The ministry had a predecessor immediately after the World War II: the Central Administration for Posts and Telecommunications in the Soviet occupation zone in Germany, founded by the Soviet Military Administration in Germany (SMAD) with "Order No. 17", and renamed the German Economic Commission (DWK), Main Administration for Posts and Telecommunications (HVPF) from 1948 onward. Its president was Wilhelm Schröder (KPD, later SED).

The Central Administration attempted to establish a regular postal service during the politically charged occupation period. Even minor delivery problems were influenced by major politics.

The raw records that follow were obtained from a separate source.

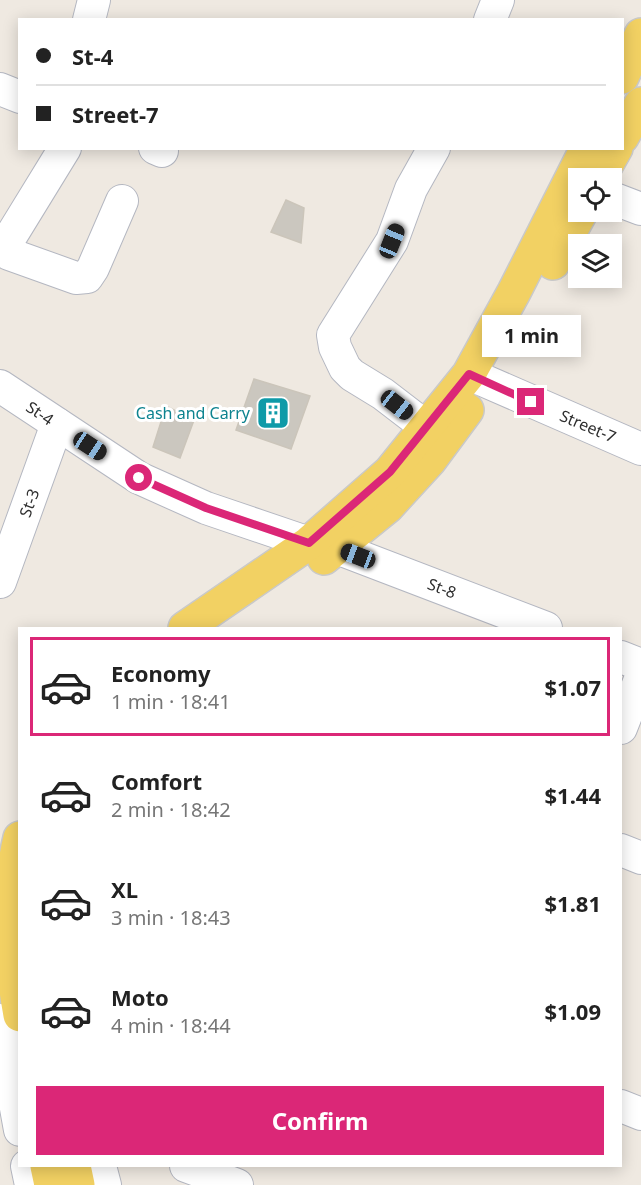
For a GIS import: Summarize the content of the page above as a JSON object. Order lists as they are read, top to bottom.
{
  "streets": {
    "street": [
      "St-4",
      "Street-7",
      "St-3",
      "St-8"
    ]
  },
  "crossings": [
    ["St-4", "St-3"],
    ["St-4", "St-8"]
  ],
  "places": {
    "building": ["Cash and Carry"]
  },
  "page": {
    "banner": ["St-4", "Street-7"],
    "bubble": "1 min",
    "list": [
      {
        "name": "Economy",
        "note": "1 min · 18:41",
        "value": "$1.07"
      },
      {
        "name": "Comfort",
        "note": "2 min · 18:42",
        "value": "$1.44"
      },
      {
        "name": "XL",
        "note": "3 min · 18:43",
        "value": "$1.81"
      },
      {
        "name": "Moto",
        "note": "4 min · 18:44",
        "value": "$1.09"
      }
    ],
    "buttons": "Confirm"
  }
}
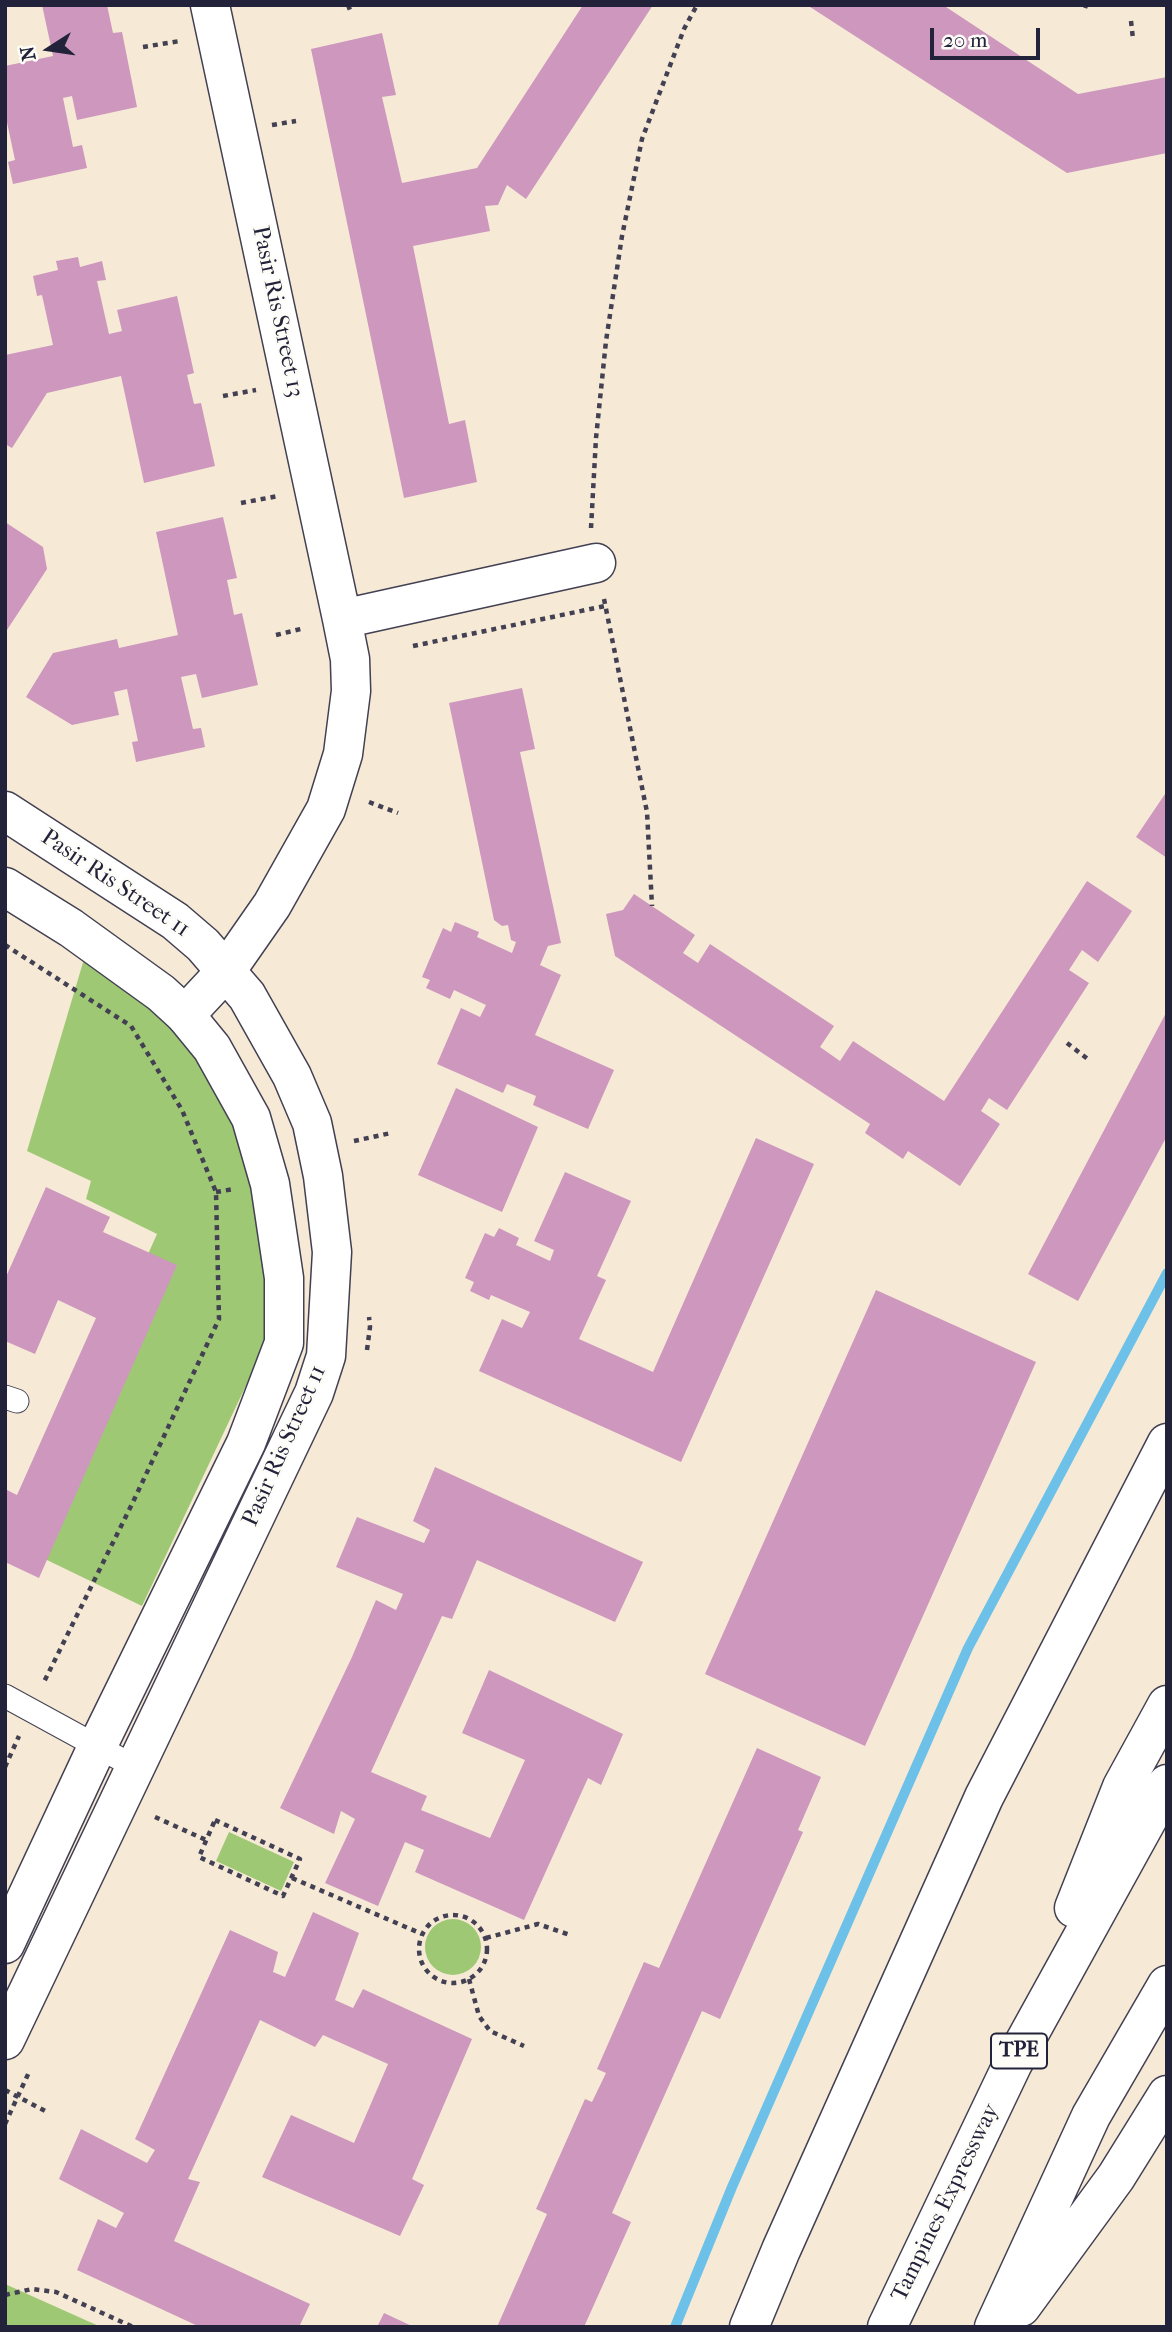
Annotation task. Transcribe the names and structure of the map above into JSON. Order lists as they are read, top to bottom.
{
  "streets": {
    "main road": [
      "Pasir Ris Street 13",
      "Pasir Ris Street 11",
      "TPE",
      "Tampines Expressway"
    ]
  },
  "crossings": [
    ["Pasir Ris Street 13", "Pasir Ris Street 11"]
  ],
  "scale_bar": "20 m",
  "north": "left"
}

On January 26, 1948, trade union official Hans Jendretzky complained to his colleague Schröder in the Central Administration that a letter to the state executive committee of the Free German Trade Union Federation in Potsdam, mistakenly addressed to Schopenhauerstrasse 22 instead of 27, had been returned to the sender with the note: "Occupied by Russians". In the letter, Jendretzky urged that mail carriers be required to avoid such actions because of the "effect of such notices on residents of the western zones."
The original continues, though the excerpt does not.